For Boosting Real Estate Sales, Staging Is An Untested Art

A tidy up can do the trick just as well

 

Untidy apartment

Mdrn. Residential agent Jos Mansell has seen things people wouldn’t believe. Blood stains on living room floors; cock fighting rings in backyards; bedroom shrines to David Hasselhoff.

“It’s like the Wild West,” he said of the many surprises that have greeted him over his years of showing properties in New York. “Just mind-blowing.”

Yes, you might assume it goes without saying that a seller should scrub their place of lingering bodily fluids before putting it on the market, but, as Mr. Mansell observed, you’d be wrong. (Though, to be fair, the sellers of the bloody living room did try to hide the stains under an air mattress.)

“It’s pretty amazing,” he said, adding that such finds are particularly prevalent in rapidly gentrifying neighborhoods where, over the last few years, at least, buyers have been game for more or less anything.

“A lot of [agents] have this idea that whatever inventory comes up for sale, it pretty much gets bought,” Mr. Mansell said. “And [properties] often do get bought regardless of the condition or shape they are in.”

But, he added, a little sprucing up, or staging, can “absolutely” help a house sell more quickly and at a higher price than it otherwise would.

It can be a delicate matter, though. How, for instance, do you tell your client that the puce shag carpet lining their conversation pit isn’t quite so au courant as it once was? That Star Wars wallpaper might not be the most appropriate choice for the master suite?

Nick Gross, a salesperson with TripleMint, recalled trying once to convince an older client to make few changes to her Kips Bay apartment to better her chances of luring a buyer. Among other things, Mr. Gross hoped to tone down the bedroom’s leopard print scheme, relieve the living room of its surplus ottomans, and open the perpetually closed black-out shutters to show off the unit’s three exposures.

“I began to discuss with her where we might make some adjustments,” he said. “And she was not having it.”

It took more than two weeks of back and forth and the intercession of the woman’s son before she relented, Mr. Gross said. Once she did, though, they had a half-dozen offers in short order, including one at above their ask that ultimately won the day.

Prime Manhattan Residential’s Katherine Salyi has been working since the summer with the seller of a unit at 68 Jane Street to get the property ready to go to market.

“It took a couple of months [for the seller] to really get their arms around what the staging could achieve for them and how it would be helpful,” she said. “It’s a delicate subject. Each seller is different and they have different emotional attachments to their homes and their belongings. And in this instance it took that long to get them to the point where they were willing to make the changes.”

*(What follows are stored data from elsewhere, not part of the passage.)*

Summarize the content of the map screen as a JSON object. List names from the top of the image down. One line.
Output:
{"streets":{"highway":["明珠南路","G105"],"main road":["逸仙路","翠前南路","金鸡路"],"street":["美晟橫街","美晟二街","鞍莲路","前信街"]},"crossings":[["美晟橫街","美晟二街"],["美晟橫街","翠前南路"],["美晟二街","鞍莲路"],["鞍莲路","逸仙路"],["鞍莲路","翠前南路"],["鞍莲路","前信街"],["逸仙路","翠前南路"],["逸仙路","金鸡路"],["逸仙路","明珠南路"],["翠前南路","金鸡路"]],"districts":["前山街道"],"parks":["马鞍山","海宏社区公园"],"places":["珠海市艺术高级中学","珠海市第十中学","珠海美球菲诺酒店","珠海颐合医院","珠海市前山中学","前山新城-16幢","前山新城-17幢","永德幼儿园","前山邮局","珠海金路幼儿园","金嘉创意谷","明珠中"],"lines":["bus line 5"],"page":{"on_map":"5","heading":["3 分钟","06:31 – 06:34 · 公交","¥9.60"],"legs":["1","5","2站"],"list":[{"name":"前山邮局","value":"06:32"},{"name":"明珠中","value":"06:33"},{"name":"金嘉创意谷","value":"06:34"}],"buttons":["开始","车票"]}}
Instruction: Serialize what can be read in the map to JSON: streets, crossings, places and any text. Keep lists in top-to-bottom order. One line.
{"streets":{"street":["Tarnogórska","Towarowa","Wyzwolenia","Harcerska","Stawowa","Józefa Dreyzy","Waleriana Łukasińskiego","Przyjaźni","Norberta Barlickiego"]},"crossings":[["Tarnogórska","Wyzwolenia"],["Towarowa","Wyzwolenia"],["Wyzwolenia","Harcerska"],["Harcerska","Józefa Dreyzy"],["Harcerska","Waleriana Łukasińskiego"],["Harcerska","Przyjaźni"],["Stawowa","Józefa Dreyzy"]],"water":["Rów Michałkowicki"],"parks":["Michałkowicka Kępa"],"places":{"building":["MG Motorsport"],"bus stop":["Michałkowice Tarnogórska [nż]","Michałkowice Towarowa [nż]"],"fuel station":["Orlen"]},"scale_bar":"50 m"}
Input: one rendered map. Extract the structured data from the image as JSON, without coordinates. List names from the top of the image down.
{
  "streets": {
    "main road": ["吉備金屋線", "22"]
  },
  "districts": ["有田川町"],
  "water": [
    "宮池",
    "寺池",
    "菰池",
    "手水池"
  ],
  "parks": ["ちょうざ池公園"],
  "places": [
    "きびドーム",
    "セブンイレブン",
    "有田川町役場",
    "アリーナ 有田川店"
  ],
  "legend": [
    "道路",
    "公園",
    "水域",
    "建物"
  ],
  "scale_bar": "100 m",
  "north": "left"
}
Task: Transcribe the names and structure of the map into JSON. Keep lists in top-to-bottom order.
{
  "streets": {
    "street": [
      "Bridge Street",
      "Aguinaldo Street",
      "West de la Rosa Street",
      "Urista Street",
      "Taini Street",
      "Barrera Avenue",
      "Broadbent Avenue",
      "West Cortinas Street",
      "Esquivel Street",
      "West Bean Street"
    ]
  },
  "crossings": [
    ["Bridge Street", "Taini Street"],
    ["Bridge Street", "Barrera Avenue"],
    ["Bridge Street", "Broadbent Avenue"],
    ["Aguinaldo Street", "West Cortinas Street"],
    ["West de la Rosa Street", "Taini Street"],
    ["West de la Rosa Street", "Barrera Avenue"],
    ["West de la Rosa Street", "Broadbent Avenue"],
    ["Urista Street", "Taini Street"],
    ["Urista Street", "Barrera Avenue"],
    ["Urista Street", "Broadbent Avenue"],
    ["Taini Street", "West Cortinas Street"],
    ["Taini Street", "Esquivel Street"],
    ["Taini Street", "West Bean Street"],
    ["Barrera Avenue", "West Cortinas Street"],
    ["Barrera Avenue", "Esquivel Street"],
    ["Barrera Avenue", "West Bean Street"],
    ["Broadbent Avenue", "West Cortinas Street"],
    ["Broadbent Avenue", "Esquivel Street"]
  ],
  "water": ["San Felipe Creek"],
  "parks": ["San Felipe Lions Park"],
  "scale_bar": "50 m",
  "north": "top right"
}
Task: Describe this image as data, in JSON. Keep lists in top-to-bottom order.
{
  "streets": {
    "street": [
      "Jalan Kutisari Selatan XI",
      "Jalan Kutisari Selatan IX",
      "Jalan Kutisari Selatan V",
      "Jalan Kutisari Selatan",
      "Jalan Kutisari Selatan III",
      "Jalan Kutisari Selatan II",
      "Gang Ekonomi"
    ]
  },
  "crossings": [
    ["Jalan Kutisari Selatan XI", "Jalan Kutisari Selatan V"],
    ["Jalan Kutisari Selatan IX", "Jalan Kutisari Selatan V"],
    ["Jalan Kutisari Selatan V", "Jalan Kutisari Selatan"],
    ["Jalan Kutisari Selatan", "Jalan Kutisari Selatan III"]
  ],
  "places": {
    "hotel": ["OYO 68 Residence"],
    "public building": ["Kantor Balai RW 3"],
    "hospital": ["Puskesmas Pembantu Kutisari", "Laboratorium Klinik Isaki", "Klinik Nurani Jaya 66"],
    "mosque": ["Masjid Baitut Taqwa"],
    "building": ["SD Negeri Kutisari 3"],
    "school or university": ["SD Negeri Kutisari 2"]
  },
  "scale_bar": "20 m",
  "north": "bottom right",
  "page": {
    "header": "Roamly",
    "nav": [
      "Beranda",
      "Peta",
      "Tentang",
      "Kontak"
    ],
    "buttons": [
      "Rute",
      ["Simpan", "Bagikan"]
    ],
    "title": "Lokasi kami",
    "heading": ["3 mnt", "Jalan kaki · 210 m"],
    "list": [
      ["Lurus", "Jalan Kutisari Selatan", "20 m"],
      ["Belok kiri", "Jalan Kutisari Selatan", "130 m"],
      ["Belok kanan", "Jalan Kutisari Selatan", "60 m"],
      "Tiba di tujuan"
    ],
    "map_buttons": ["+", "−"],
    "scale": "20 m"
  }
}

Engels & Völkers NYC agent Christine Miller Martin suggested that staging is especially relevant for resellers given the large stock of new development apartments they are competing with. That’s particularly true for estate condition apartments, a niche of the market she deals in frequently.

At the same time, you don’t want to go overboard. Several years ago, Citi Habitats agent Joseph Brucculeri took over a listing in Hell’s Kitchen that the previous broker had staged perhaps a little too aggressively.

“There was like a sofa, a dining table, a coffee table, a chair, and piano,” he said. “It wasn’t like a huge grand piano. But he put a piano in there.”

To what extent staging actually matters is hard to pin down. There’s no shortage of agent anecdotes about apartments that better staging helped sell after they’d lingered on the market for months, and industry surveys from groups like the National Association of Realtors have found that a large majority of agents believe it has a beneficial effect.

Research from Michael Seiler, a professor of real estate and finance at the College of William and Mary, suggests, though, the benefits are less clear cut. In a 2014 study, Dr. Seiler found no boost in sales price from staging, though he noted that the study wasn’t able to investigate whether staging might help homes sell more quickly.

So, would he bother staging his own house if he were selling?

“You know, if it cost me a couple of grand, I would, because I’m not really sure what the answer is,” he said. “Five grand? I don’t know about five grand. To me it seems a bit untested.”